◆ Problem statement ◆
Write out exactly the lines from the start of the entries through the one that contains "Bounding boxes for all", including both.

Dataset excerpts:
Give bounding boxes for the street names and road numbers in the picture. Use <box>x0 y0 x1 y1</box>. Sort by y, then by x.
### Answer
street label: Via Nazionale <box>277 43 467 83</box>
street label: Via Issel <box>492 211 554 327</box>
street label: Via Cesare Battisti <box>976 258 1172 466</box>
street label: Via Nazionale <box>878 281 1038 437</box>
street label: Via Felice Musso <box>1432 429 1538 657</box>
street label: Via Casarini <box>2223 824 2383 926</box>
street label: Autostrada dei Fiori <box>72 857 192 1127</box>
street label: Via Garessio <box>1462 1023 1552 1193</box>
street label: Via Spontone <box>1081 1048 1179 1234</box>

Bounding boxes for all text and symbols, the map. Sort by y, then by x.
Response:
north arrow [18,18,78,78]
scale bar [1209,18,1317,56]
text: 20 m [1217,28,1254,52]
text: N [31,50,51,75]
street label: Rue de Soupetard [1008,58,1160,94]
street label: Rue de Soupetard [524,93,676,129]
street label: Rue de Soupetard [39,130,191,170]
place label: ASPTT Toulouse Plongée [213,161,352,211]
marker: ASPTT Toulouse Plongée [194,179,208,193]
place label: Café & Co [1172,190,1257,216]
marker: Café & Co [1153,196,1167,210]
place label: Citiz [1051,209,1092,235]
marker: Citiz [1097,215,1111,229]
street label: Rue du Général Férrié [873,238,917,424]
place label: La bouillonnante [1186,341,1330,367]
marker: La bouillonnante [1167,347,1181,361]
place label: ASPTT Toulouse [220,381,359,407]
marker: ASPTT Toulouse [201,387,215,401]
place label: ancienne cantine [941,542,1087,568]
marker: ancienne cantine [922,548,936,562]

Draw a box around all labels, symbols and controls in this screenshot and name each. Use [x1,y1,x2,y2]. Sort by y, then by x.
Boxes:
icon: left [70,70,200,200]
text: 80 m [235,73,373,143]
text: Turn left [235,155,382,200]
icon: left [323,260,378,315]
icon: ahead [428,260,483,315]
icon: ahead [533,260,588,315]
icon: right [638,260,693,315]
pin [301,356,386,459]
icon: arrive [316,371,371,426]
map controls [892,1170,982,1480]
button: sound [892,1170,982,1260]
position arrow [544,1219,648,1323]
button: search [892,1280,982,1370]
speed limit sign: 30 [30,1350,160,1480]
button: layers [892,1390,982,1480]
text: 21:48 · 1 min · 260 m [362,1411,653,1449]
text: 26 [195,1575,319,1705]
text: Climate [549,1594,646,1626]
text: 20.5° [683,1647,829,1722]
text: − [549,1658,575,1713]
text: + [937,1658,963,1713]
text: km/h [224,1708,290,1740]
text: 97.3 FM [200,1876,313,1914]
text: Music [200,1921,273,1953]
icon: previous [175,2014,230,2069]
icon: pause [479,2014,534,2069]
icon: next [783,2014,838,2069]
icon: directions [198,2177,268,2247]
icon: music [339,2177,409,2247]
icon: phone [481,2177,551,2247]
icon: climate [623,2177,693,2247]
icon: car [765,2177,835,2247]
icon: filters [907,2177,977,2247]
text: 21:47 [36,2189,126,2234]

◆ Task answer ◆
Give bounding boxes for the street names and road numbers in the picture. Use <box>x0 y0 x1 y1</box>. Sort by y, then by x.
### Answer
street label: Via Nazionale <box>277 43 467 83</box>
street label: Via Issel <box>492 211 554 327</box>
street label: Via Cesare Battisti <box>976 258 1172 466</box>
street label: Via Nazionale <box>878 281 1038 437</box>
street label: Via Felice Musso <box>1432 429 1538 657</box>
street label: Via Casarini <box>2223 824 2383 926</box>
street label: Autostrada dei Fiori <box>72 857 192 1127</box>
street label: Via Garessio <box>1462 1023 1552 1193</box>
street label: Via Spontone <box>1081 1048 1179 1234</box>

Bounding boxes for all text and symbols, the map. Sort by y, then by x.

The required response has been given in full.